Tuesday, October 12, 2010

Sweets to the sweet


Queen:
[Scattering flowers] Sweets to the sweet, farewell!

I hop'd thou shouldst have been my Hamlet's wife:

I thought thy bride-bed to have deck'd, sweet maid,

And not have strew'd thy grave.


--- HAMLET, Act 5, Scene 1; the queen to the dead Ophelia.

Imagine my dismay when I learned in high school that the phrase "sweets to the sweet" didn't carry the romantic notion I thought it did. First, it referred not to chocolates, but to flowers; and second, well, there was a grave in the picture, not a lovely garden or boudoir. It's about a suicide, not a betrothal.

Nasty.

Maybe that's why I don't use the word very often, unless I'm being sarcastic.

If you hear me say, "Oh, how sweet," I really mean something is cloying and unbearably saccharine.

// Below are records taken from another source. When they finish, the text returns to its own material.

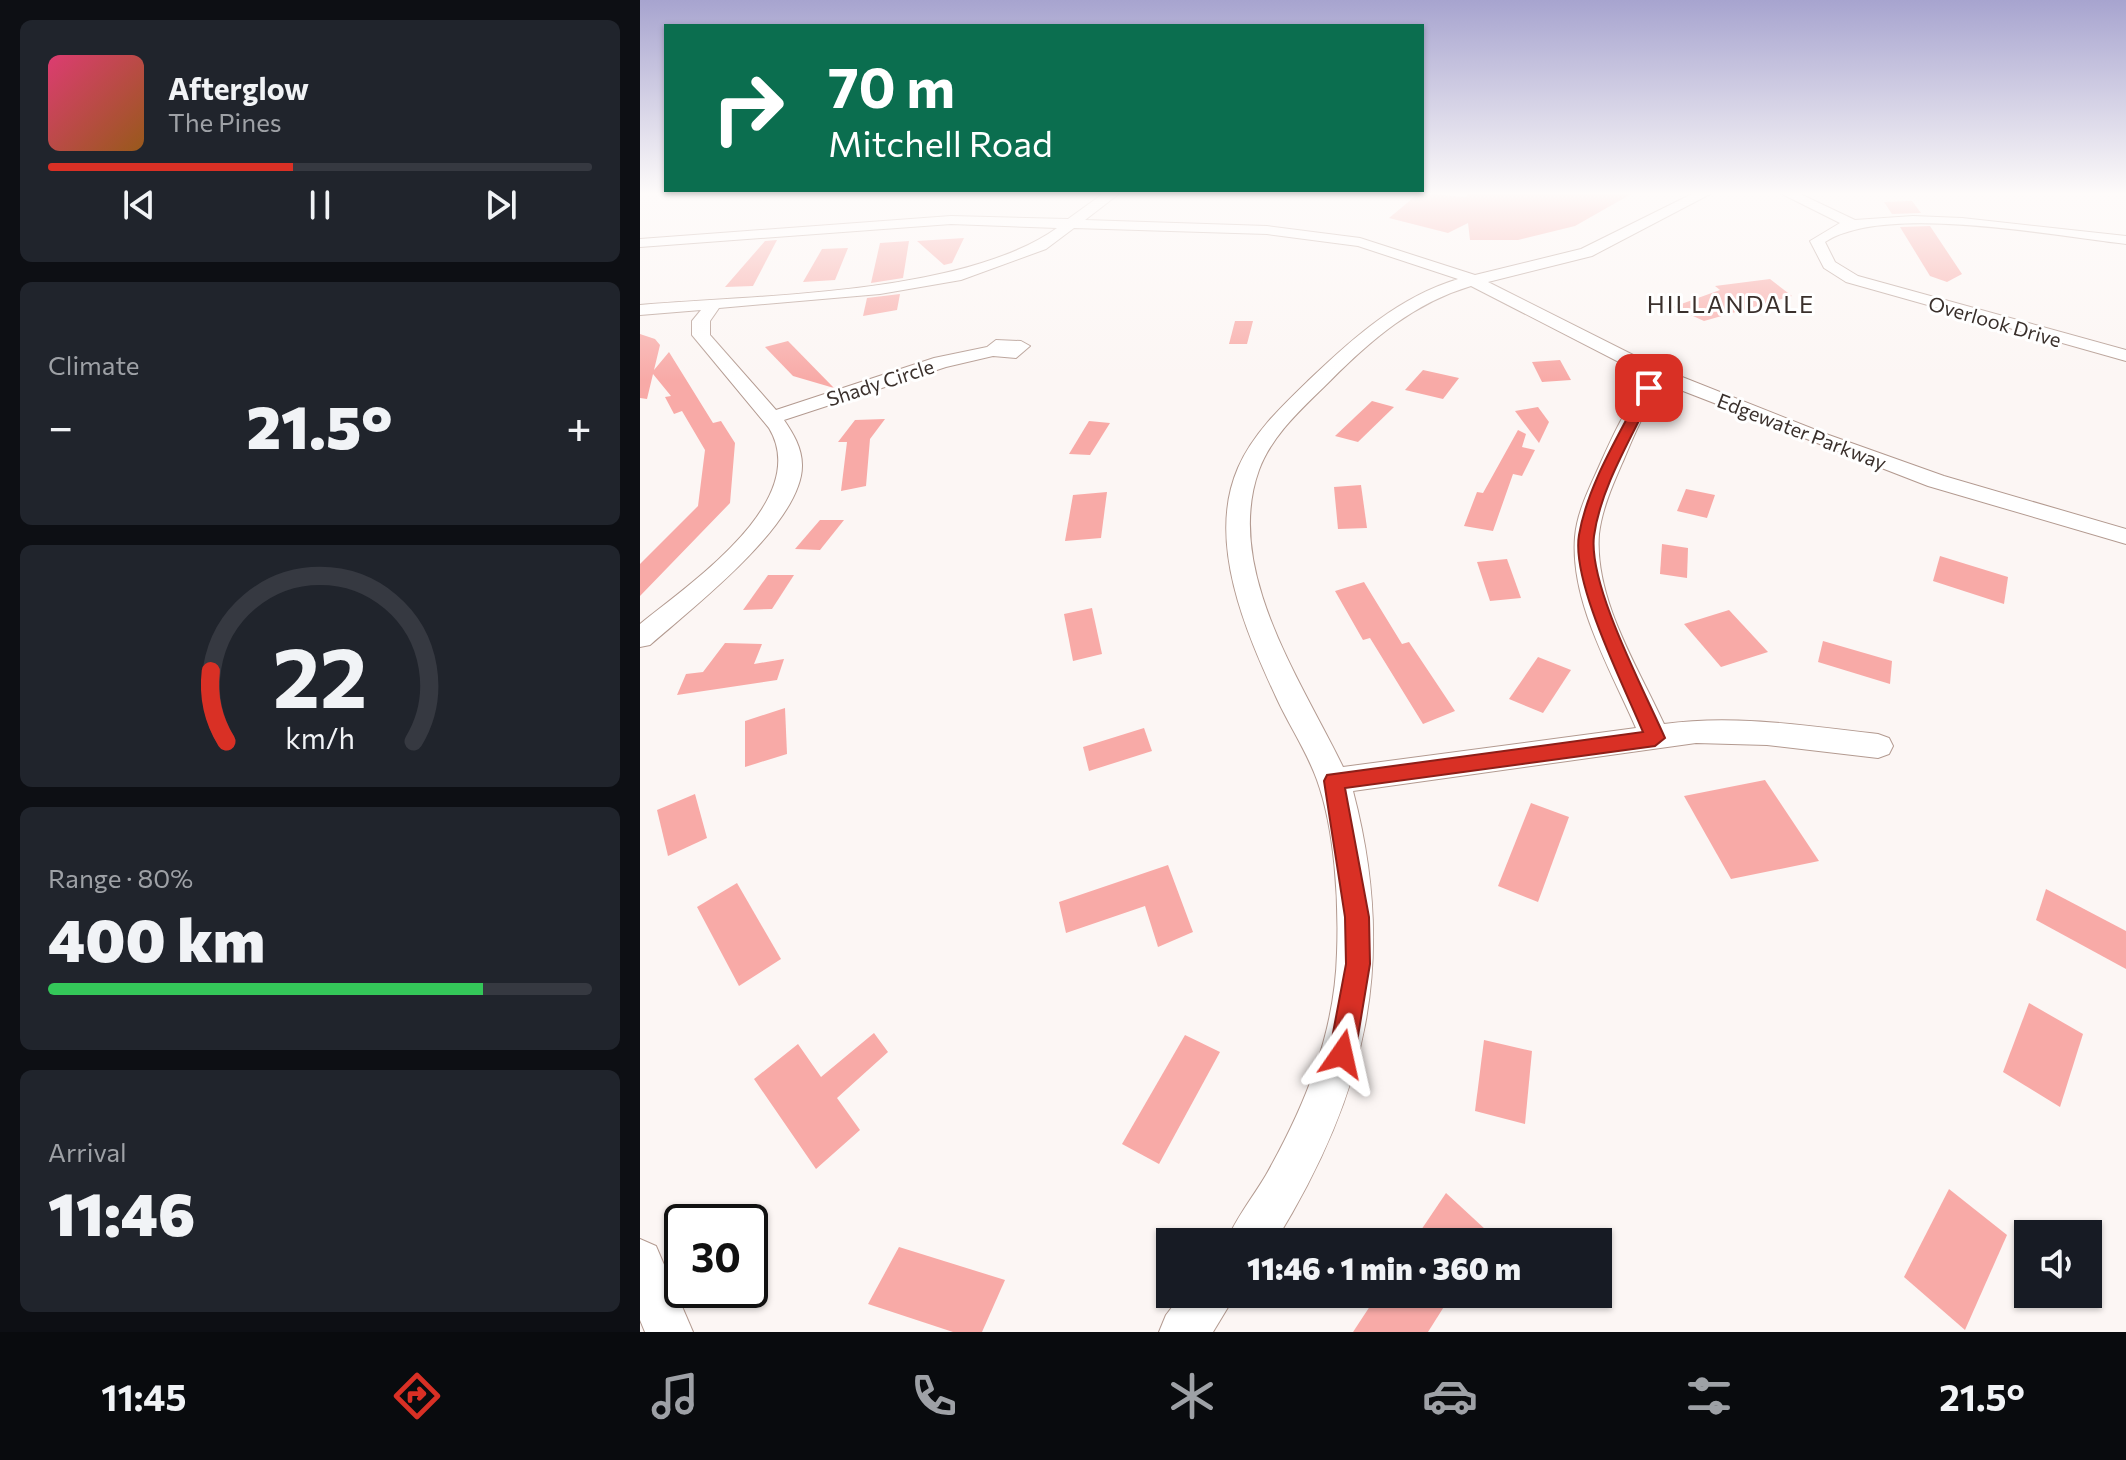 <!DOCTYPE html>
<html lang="en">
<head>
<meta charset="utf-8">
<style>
	body { margin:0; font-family:Commissioner,sans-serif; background:#20242c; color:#f1f3f6; height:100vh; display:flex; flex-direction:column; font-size:30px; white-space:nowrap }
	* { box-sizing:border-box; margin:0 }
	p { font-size:26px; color:#9ea1a6 }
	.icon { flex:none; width:44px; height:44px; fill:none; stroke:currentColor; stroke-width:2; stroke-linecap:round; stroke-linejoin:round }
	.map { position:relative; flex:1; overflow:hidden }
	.side { display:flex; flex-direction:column; gap:20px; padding:20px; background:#0d0f14; width:640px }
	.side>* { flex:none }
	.banner { position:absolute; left:24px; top:24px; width:760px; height:168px; border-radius:0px; box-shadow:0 2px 6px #0004; background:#0b6e4f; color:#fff; overflow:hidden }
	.fabs { position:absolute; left:1374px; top:1220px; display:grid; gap:16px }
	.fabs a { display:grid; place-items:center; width:88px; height:88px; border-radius:0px; background:#171b24; box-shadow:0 2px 6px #0004; font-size:40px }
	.speed { position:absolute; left:24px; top:1204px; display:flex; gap:16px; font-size:40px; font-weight:700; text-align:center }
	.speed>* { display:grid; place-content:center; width:104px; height:104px; border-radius:50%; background:#171b24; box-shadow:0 2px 6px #0004; line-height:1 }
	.speed .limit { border:4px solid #111; border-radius:12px; background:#fff; color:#111 }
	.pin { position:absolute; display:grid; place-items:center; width:68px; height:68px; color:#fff; margin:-34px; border-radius:16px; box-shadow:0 4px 12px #0006 }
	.me { position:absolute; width:88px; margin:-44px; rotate:11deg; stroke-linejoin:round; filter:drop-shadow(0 0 6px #0008) }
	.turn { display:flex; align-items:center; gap:28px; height:168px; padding:0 32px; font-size:36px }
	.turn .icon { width:104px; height:104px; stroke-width:2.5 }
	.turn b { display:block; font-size:56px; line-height:68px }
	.big { font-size:60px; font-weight:800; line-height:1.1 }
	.side .widget { flex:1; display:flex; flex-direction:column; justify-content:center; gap:12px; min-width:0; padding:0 28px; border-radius:12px; background:#20242c }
	.side .dial { align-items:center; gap:0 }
	.dial svg { height:208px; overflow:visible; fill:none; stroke:#363941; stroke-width:7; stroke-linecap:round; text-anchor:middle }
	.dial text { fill:#f1f3f6; stroke:none }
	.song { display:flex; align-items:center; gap:24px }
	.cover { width:96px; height:96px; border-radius:12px; background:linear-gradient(135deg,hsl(340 70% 55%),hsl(30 70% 35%)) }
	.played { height:8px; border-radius:4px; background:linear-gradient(90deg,#d93025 45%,#363941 45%) }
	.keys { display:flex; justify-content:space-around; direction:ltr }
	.heat { display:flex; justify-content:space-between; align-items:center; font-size:44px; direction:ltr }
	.charge { height:12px; border-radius:6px; background:linear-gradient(90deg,#34c759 80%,#363941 0) }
	.trip { position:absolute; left:516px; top:1228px; width:456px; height:80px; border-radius:0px; background:#171b24; box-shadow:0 2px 6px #0004; font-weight:800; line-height:80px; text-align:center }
	.dock { display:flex; height:128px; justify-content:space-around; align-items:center; background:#090b0e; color:#9ea1a6 }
	.dock .icon { width:56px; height:56px }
	.dock .active { color:#d93025 }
	.dock b { font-size:36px; color:#f1f3f6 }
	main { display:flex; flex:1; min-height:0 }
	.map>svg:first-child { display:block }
</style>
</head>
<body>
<main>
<section class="side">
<div class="widget">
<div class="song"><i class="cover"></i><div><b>Afterglow</b><p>The Pines</p></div></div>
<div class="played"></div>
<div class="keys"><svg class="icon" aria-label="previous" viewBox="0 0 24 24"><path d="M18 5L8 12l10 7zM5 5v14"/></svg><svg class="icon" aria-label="pause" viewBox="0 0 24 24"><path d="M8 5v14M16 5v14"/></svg><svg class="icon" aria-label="next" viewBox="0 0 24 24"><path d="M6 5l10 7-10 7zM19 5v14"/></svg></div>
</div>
<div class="widget"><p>Climate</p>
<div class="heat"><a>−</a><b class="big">21.5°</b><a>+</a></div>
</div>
<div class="widget dial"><svg viewBox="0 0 100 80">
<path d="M14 69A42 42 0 1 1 86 69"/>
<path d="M14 69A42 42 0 0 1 8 42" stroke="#d93025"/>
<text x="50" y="56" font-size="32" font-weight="700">22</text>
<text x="50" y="72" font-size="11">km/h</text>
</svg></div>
<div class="widget"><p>Range · 80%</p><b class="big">400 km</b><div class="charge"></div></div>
<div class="widget"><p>Arrival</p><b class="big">11:46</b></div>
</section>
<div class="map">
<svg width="1486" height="1332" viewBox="0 0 1486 1332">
	<rect width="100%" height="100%" fill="#fcf6f4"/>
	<g fill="#f8aaa7">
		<polygon points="779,193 827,197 828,193 993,193 935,226 878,240 830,240 828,223 808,233 749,218"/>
		<polygon points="1272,201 1281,213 1252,214 1244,202"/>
		<polygon points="1290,226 1322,274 1307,282 1290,276 1260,227"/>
		<polygon points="324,238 312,263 304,265 277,241"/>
		<polygon points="137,240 113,286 85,287 125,241"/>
		<polygon points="269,241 263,278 231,283 240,243"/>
		<polygon points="208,248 195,280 163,282 182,249"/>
		<polygon points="1130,279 1152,296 1064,321 1033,307 1080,290 1075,286"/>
		<polygon points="260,294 257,310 223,316 227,298"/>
		<polygon points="595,321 613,321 607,344 589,344"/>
		<polygon points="0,334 15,339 20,345 14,370 29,352 73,423 81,421 95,443 90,503 0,596 0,564 58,506 65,450 42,411 34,414 25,397 31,396 13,374 7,399 0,398"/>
		<polygon points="148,341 194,388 153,376 125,347"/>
		<polygon points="920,360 931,380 902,382 892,362"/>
		<polygon points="783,370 819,378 803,399 765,390"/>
		<polygon points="732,401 754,407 718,442 695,436"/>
		<polygon points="898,407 909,422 899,443 875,411"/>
		<polygon points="245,419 230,439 226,486 201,491 207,442 198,442 215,420"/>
		<polygon points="449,421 470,423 450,455 429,454"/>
		<polygon points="878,430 886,434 882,447 895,450 882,476 873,474 853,531 824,526 837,492 843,493"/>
		<polygon points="721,485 727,528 698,529 694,487"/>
		<polygon points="1046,489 1075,495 1067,518 1037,511"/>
		<polygon points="467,492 461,538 425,541 433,495"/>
		<polygon points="180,520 204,520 180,550 155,549"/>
		<polygon points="1022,544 1048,548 1047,578 1020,574"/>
		<polygon points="1300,556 1368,577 1364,604 1293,581"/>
		<polygon points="867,559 881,598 850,601 837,562"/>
		<polygon points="128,575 154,575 132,609 103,610"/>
		<polygon points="724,582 762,644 769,642 815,711 783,724 730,638 723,640 695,591"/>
		<polygon points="452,608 462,654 433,661 424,614"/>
		<polygon points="1089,610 1128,652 1081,667 1044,624"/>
		<polygon points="1183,641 1252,661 1250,684 1178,662"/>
		<polygon points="85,643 122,644 114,664 144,659 137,680 37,695 46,674 63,672"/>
		<polygon points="898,657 931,670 903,713 869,699"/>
		<polygon points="145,708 147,754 105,767 105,721"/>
		<polygon points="504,728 512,751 449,771 443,747"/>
		<polygon points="1125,780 1179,861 1091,879 1044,796"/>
		<polygon points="55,794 67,838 28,856 17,810"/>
		<polygon points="891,803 929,817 898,902 858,886"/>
		<polygon points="528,865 553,932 518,947 505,906 426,933 419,902"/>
		<polygon points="97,883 141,959 99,986 57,907"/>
		<polygon points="1406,889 1486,931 1486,969 1396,920"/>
		<polygon points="1389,1003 1443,1034 1420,1107 1363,1072"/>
		<polygon points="234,1033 248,1052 197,1098 220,1130 176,1169 114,1079 158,1044 181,1077"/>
		<polygon points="545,1035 580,1052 519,1164 482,1144"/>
		<polygon points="844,1040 892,1051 885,1124 835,1111"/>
		<polygon points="1309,1189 1367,1235 1325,1330 1264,1277"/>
		<polygon points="806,1193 859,1242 773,1242"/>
		<polygon points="259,1247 365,1280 342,1332 313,1332 228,1304"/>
		<polygon points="738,1294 812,1294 788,1332 713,1332"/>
	</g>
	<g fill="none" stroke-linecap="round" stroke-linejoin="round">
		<defs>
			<g id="minor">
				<path d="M 464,193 L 480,193 L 445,220 L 627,226 L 720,238 L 835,275 L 941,249 L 1054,193 L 1072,193 L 952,256 L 848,282 L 1017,367 L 1186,434 L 1304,476 L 1486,529 L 1486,544 L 1288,486 L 1025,384 C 1006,405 995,433 984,459 C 974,482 962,508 959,534 C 954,599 998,667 1024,724 C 1095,714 1167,726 1238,734 L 1249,738 L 1253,746 L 1249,754 L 1238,758 L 1127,745 L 1056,743 L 713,791 C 758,962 726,1094 635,1242 L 586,1242 C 596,1218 613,1197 626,1175 C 665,1106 695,1033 697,953 C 699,901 695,830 677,780 C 667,752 650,727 637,699 C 606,632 566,541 598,468 C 613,433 643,405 670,379 C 714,337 759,297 818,279 L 718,246 L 627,234 L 434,228 L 406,249 L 321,280 L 240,294 L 79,308 L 70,321 L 70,335 L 136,410 L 294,358 L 347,347 L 356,340 L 381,341 L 390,346 L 376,358 L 353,356 L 306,367 L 144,420 C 153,433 162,448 162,465 C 163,523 51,609 10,645 L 0,647 L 0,624 C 49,584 173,501 129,428 L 52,335 L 52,321 L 61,310 L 0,315 L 0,305 C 116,295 323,295 417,228 L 311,224 L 0,247 L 0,239 L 311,216 L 428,219 ZM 831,286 L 1010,378 C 988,402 974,433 961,462 C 951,485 937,511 935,537 C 930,602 971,670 996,728 L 703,767 C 662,682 583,569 619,470 C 632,434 665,406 691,380 C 732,339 774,303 831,286 Z"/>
				<path d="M 1140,193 L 1158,193 L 1215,220 L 1273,216 L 1322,218 L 1486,236 L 1486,244 C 1414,236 1245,203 1185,242 L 1195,262 L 1218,276 L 1486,350 L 1486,361 L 1206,282 L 1184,268 L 1170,241 L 1200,223 Z"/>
				<polygon points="0,1239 16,1246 53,1332 5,1332 0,1320"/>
				<polygon points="542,1294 596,1294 573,1332 519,1332 526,1315"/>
			</g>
		</defs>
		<use href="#minor" stroke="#b39a90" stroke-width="2"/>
		<use href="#minor" fill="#fff" fill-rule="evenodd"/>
	</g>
	<linearGradient id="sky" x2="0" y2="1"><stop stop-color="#a7a4cf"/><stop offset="0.51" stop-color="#fefbfa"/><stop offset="1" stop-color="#fefbfa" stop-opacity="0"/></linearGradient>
	<rect width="1486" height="380" fill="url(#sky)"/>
	<path fill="#d93025" stroke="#8d1f18" stroke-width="2" d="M 1009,384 L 1015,388 C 994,434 961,485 954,536 C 948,585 1004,690 1025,738 L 1015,746 L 705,788 L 729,917 L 730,964 L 715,1054 L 711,1063 L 702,1067 L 693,1063 L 689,1054 L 706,964 L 705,917 L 684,781 L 687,775 L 1003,732 C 984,686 931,582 939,535 C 948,483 980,434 1003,388 Z"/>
	<g text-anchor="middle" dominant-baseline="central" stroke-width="6" stroke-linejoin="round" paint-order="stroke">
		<g font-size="20" fill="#3a302c" stroke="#fff">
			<text transform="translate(1355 321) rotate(16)">Overlook Drive</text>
			<text transform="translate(240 382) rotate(-18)">Shady Circle</text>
			<text transform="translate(1162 431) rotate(21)">Edgewater Parkway</text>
		</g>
		<g font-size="24" letter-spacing="2" fill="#3a302c" stroke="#fff">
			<text x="1091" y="303">HILLANDALE</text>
		</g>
	</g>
</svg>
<div class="fabs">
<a><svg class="icon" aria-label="sound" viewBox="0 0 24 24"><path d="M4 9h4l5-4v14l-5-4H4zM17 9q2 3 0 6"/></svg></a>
</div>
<div class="speed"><div class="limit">30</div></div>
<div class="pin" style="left:1009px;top:388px;background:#d93025"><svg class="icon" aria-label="arrive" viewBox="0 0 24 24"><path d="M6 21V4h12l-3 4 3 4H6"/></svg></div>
<svg class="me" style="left:702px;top:1054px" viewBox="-20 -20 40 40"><path d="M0-17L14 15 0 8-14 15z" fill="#d93025" stroke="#fff" stroke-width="4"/></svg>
<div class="trip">11:46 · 1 min · 360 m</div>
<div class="banner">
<div class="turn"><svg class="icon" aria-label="right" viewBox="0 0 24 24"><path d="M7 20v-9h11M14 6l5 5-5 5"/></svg><div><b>70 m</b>Mitchell Road</div></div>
</div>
</div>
</main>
<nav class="dock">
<b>11:45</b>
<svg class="icon active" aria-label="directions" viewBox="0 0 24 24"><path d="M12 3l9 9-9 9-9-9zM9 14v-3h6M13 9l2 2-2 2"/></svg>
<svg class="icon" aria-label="music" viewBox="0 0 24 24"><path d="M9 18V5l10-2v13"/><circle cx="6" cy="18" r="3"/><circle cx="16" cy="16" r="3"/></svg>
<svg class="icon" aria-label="phone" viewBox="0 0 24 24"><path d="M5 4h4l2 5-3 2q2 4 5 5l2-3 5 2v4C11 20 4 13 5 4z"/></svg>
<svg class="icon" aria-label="climate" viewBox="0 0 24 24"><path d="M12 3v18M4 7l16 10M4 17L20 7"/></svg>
<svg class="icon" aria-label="car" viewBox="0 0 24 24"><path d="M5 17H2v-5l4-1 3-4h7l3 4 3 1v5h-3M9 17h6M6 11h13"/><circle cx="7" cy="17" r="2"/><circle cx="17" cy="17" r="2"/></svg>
<svg class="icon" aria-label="filters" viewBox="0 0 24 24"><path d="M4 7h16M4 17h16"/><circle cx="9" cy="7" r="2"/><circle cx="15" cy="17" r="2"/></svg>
<b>21.5°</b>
</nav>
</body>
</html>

For GenY, sweet means "good deal" or "ok, I'm there." It's hard to keep up, though, and that may have changed since I asked my GenY nieces and nephews last week.

As far as I'm concerned, the only really sweet things are in bakeries. Or at miniatures shows such as the one I attended this weekend. Here's a table full of half-inch pies.



Now that's sweet.

I hate to ruin a perfectly fine word, but it's not my fault, it's Shakespeare's.

But that doesn't mean there's no sweet contest here! You can win a sweet treat by commenting on what the word means to you!

6 comments:

Betty Hechtman said...

Those little pies are adorable. I think of sweet as meaning thoughtful.

Betty Hechtman said...

Those little pies are adorable. I think of sweet as meaning thoughtful.

Camille Minichino said...

Thoughtful is the best meaning of the word!

Ellen said...

"Sweet" involves glucose, sucrose, puppies,and kittens.

Camille Minichino said...

Would those kittens be shaken or stirred Ellen?

signlady217 said...

I work with teenagers a lot, so "sweet" usually means awesome.

And those little pies look good enough to eat! (Although they are so tiny they look like they came from Lilliput!)